= Interparliamentary EU Information Exchange =

The Interparliamentary EU information exchange (IPEX), is a platform for the exchange of information between EU national parliaments as well as the European Parliament concerning issues related to the European Union, especially in light of the provisions of the Treaty of Lisbon. The Treaty of Lisbon explicitly sets out the role of the national parliaments in the "Protocol on the role of national Parliaments in the European Union" and in the "Protocol on the application of the principles of subsidiarity and proportionality".

== History and Role ==

IPEX came about as the result of a recommendation made by the Conference of the Speakers of the European Union Parliaments in Rome in 2000. In accordance with the Guidelines for interparliamentary cooperation , agreed in The Hague in 2004, the official launch of the website took place in June 2006 during the EU Speakers Conference in Copenhagen. The website was later redesigned, launching its new format in 2011.

IPEX aims to support: the Speakers Conference; the Conference of Parliamentary Committees for Union Affairs of Parliaments of the European Union (COSAC); meetings of the specialized committees of the national Parliaments and of the European Parliament; interparliamentary meetings; and the liaison offices of the national parliaments in Brussels. IPEX is thus one of the major pillars of interparliamentary communication on European affairs, drawing together information from each of the national parliaments across the EU.

IPEX is intended to enable the national parliaments of EU Member States to cooperate more closely and coordinate their approaches to European affairs, whilst also seeking to make interparliamentary cooperation on EU matters accessible to European citizens. In this context, IPEX offers multilingual navigation and publishes fundamental texts and opinions of the national parliaments in English, French and other EU languages.

IPEX receives contributions from all national Parliaments of the Member States of the European Union, the national parliaments of the candidate countries and from the European Parliament. In order to promote interparliamentary cooperation, IPEX is open to COSAC and the European Centre for Parliamentary Research and Documentation (ECPRD) .

== Organisation of IPEX ==

According to the IPEX Guidelines , the IPEX Board is responsible for decisions concerning the development of IPEX. The Board is appointed on a yearly basis by the Secretaries General of the national Parliaments and the European Parliament on behalf of their Speakers.

IPEX is managed by the Central Support, the permanent IPEX information officer and a network of national IPEX Correspondents.

== Features of IPEX ==

IPEX features a database of national parliamentary scrutiny information, forums, and a news section.
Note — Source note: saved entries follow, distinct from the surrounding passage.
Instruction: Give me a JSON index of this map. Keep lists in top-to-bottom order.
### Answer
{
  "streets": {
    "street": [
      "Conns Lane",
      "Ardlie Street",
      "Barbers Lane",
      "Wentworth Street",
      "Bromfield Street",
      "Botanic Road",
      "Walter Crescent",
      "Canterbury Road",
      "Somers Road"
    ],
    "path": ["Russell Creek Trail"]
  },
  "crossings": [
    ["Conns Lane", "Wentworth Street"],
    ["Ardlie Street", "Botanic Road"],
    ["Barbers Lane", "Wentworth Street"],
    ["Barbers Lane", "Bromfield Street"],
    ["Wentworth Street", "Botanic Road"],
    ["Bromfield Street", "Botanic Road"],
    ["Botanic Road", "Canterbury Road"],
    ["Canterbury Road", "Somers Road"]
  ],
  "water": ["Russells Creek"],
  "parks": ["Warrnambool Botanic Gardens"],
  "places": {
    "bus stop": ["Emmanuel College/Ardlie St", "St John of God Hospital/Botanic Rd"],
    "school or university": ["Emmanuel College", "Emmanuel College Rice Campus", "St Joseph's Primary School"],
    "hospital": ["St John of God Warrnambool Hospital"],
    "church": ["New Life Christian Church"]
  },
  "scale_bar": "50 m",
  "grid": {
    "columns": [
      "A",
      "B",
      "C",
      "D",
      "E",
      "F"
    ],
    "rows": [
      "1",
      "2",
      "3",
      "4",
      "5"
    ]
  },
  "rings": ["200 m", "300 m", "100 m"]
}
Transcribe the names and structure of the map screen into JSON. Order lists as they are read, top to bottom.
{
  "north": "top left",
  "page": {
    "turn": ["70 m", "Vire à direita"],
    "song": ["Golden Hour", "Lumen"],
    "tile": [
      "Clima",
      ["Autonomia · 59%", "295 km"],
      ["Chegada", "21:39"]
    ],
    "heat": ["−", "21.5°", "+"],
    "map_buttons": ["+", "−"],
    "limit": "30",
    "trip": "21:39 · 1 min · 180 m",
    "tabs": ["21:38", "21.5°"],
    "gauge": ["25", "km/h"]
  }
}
It is publicly accessible.

The website aims to provide the following:
- Overview of the state of affairs in the debate within the national parliaments and the European Parliament with regard to proposals for European legislation coming from the European institutions, especially from the European Commission
- Exchange of information on legislative proposals between the national parliaments and the European Parliament, with special regard to the principles of subsidiarity and proportionality
- Exchange of information about consultation documents coming from the European Commission as a part of the “Informal Political Dialogue” (formerly known as the “Barroso Initiative”)
- Calendar of interparliamentary cooperation
- Links to national Parliaments and to the European Parliament as well as to other websites of interparliamentary cooperation in the framework of the EU, offering, for example, information about institutional procedures in EU affairs

IPEX also hosts the EU Speakers Conference website.